Talon fell quiet as he recalled his wife’s face and remembered the nights he’d lain awake while she slept by his side with his hand on her belly so that he could feel their son moving inside her.

The dreams he’d had then.

When he had looked into Nynia’s eyes, he had seen into forever. Had imagined the two of them old and happy and surrounded by their children and grandchildren.

And with one overwrought emotional act, he had damned both of them and ruined every dream the two of them had shared.

Every hope they’d had.

He winced as pain lacerated his chest.

“No,” he whispered past the sudden lump in his throat. “I don’t think about having a family at all.”

Sunshine frowned at the thickness she heard in his voice. He cleared his throat.

What about her question could have possibly hurt him?

As he showed her where to store her bag and backpack, the phone rang.

Talon moved to answer it while she set about unpacking a few essentials and laying them about the cabin.

“Hey Nick … yeah, I heard about Zarek.” He gave her a sheepish look as he listened. “Nah, man. I … um. I’m not alone right now, okay?”

He moved away from her, but still she could hear him plainly. He was acting kind of nervous and she wondered why.

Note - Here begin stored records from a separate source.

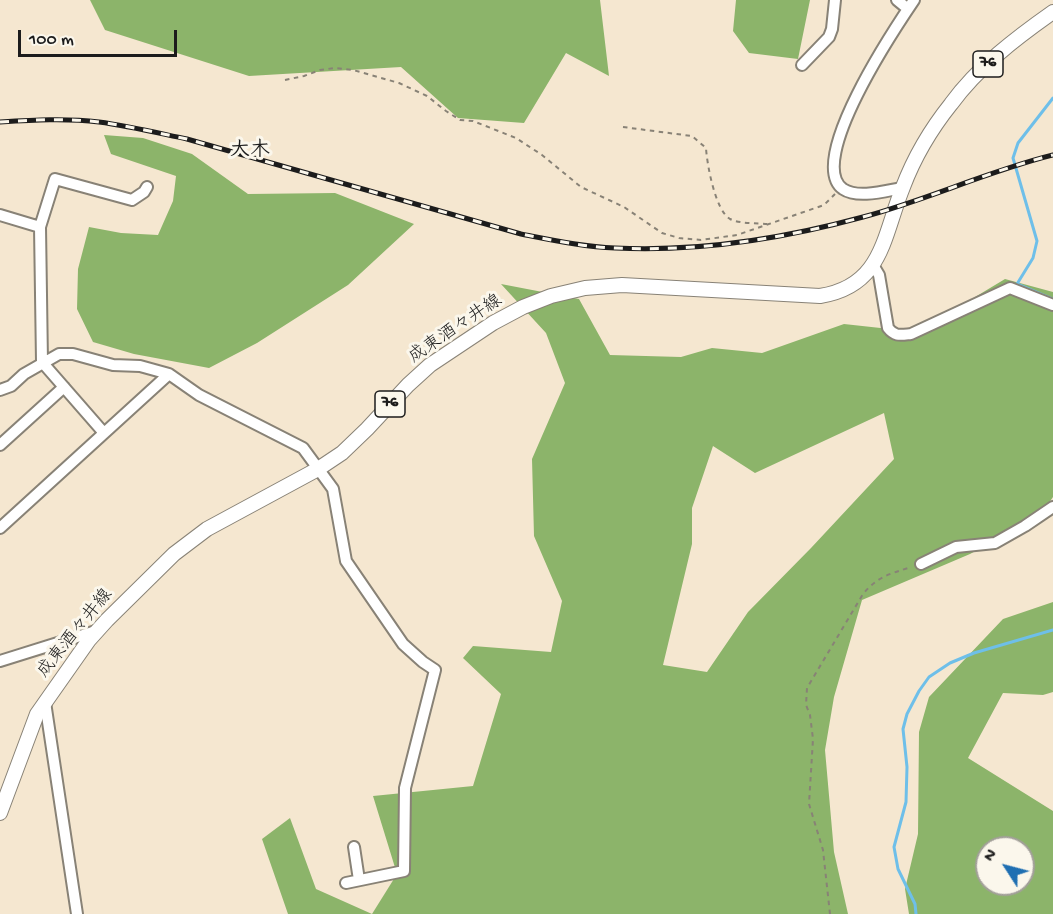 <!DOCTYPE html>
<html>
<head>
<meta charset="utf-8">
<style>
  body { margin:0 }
  #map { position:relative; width:1053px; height:914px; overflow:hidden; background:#f5e7d0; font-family:"Gochi Hand",sans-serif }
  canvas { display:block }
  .north { position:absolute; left:975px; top:836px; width:60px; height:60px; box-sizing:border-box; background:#fbf7ec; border:2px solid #a29f99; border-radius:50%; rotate:306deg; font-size:16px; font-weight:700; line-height:24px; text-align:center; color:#1c1c1c }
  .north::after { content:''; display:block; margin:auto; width:21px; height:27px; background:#1f6fb2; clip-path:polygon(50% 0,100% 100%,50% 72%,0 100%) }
  .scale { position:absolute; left:18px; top:30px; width:159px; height:27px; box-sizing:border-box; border:3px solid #1c1c1c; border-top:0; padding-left:8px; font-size:18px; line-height:21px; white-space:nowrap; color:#1c1c1c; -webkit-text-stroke:4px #fbf7ec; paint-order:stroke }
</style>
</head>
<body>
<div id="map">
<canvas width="1053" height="914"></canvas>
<div class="north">N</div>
<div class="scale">100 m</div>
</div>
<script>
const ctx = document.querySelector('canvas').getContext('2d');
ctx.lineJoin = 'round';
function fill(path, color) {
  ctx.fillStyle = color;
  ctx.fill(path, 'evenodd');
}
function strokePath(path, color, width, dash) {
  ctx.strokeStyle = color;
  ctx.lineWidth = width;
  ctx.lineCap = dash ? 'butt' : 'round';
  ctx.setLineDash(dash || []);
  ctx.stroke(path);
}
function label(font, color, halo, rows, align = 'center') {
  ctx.font = font + ' "Gochi Hand","Klee One",sans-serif';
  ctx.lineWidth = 6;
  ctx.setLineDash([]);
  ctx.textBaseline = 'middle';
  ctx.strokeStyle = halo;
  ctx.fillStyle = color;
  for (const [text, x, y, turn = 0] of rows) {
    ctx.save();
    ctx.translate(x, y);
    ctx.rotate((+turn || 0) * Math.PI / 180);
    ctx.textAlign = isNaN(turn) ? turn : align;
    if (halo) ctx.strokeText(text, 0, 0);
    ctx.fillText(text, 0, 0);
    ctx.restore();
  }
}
fill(new Path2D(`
  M90 0H600L609 76 566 53 524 123 458 118 401 67 249 76 105 30Z
  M736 0H810L798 59 749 53 733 31Z
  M104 135 143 138 192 154 248 194 335 193 414 224 348 285 257 343 209 368 134 354 93 342 77 309 78 269 89 227 121 233 158 235 173 201 176 176 111 154Z
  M1005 279 1053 292V497L1039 517 970 554 862 600 834 697 825 750 834 852 848 914H288L262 839 290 818 316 889 372 914 397 874 373 796 473 786 501 694 463 658 473 646 551 652 562 601 534 536 532 459 565 383 546 333 501 284 579 299 610 355 681 357 712 348 762 353 844 324 917 332ZM884 413 894 459 811 548 748 612 707 672 663 665 692 544V508L713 446 755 473Z
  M1053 602V692L1043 695 1003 693 968 758 1053 811V914H909L905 889 918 834 919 732 929 697 1003 619ZM987 848H1023V884H987Z`), '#8cb46a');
strokePath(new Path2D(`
  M1053 98 1018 143 1013 158 1037 241 1033 258 1017 284 1053 299
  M916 914 915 904 898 869 894 847 906 802 907 767 903 729 907 714 919 691 929 677 950 663 974 653 1053 630`), '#6ebfe9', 3);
const minor = new Path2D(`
  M897 0 908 9
  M802 65 829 37 832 29 835 0
  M902 188C885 191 858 199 843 189 805 162 895 28 914 0
  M0 215 40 227
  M873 265 879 275 888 328C895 337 901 335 911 334L1010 288 1053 305
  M0 390 11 386 24 374 59 354H73L113 365 140 366 169 374 199 395 303 448 333 489 346 561 403 644 423 662 435 670 405 788 404 871 346 883
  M104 433 42 362 40 227 55 179 132 200 144 192 147 187
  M0 445 64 387
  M0 528 169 374
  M921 564 956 547 995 543 1025 526 1053 507
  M0 661 96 631
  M45 702 77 914
  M354 847 359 880`);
const major = new Path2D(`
  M0 813 37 714 89 640 107 620 174 554 207 529 318 469 342 453 367 429 408 385 430 365 493 323 523 307 551 296 585 288 622 285 820 296C883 286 883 236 903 187 914 158 931 129 951 104 978 67 1016 38 1053 12`);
strokePath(minor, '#888276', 14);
strokePath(major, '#888276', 16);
strokePath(new Path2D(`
  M285 80 304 76 320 70 335 68 353 70 399 83 427 96 446 111 460 120 473 121 516 138 542 155 581 187 624 207 662 233 679 238 701 240 737 235 824 205 835 194
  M623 127 692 136 706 148C707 164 715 210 730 219 740 224 756 223 767 224
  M830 914 823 850 809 804 813 739 810 715 806 705 807 688 863 594C878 576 890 574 911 567`), '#888276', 2, [4.5, 4.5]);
strokePath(minor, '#fff', 10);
strokePath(major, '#fff', 14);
const rail = new Path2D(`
  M0 122C33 120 66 118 99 122 129 126 158 133 187 139L521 234C552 240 584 247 615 248 699 252 782 239 863 217 927 200 988 171 1053 155`);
strokePath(rail, '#1c1c1c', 5);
strokePath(rail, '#fbf7ec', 3, [9]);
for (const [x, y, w] of [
  [988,64,30],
  [390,404,30]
]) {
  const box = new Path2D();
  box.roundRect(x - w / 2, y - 13, w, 26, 4.5);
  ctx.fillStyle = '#fbf7ec';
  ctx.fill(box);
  strokePath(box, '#1c1c1c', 1.5);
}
label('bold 16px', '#1c1c1c', null, [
  ["76",988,64],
  ["76",390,404]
]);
label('18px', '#1c1c1c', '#fbf7ec', [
  ["成東酒々井線",456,330,-34],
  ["成東酒々井線",76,634,-51]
]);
label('bold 20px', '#1c1c1c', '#fbf7ec', [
  ["大木",250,152]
]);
</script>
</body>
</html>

“I spoke with Zarek earlier, and he had definitely been sucking on the red mojo juice right before that happened. I don’t know what got into him, but he was in a foul mood.” He paused for several minutes. “Yeah, and listen, I have a woman here, her name is Sunshine. If she calls you for anything, get it for her without shooting off your mouth … Yeah, back at you.” He hung up the phone.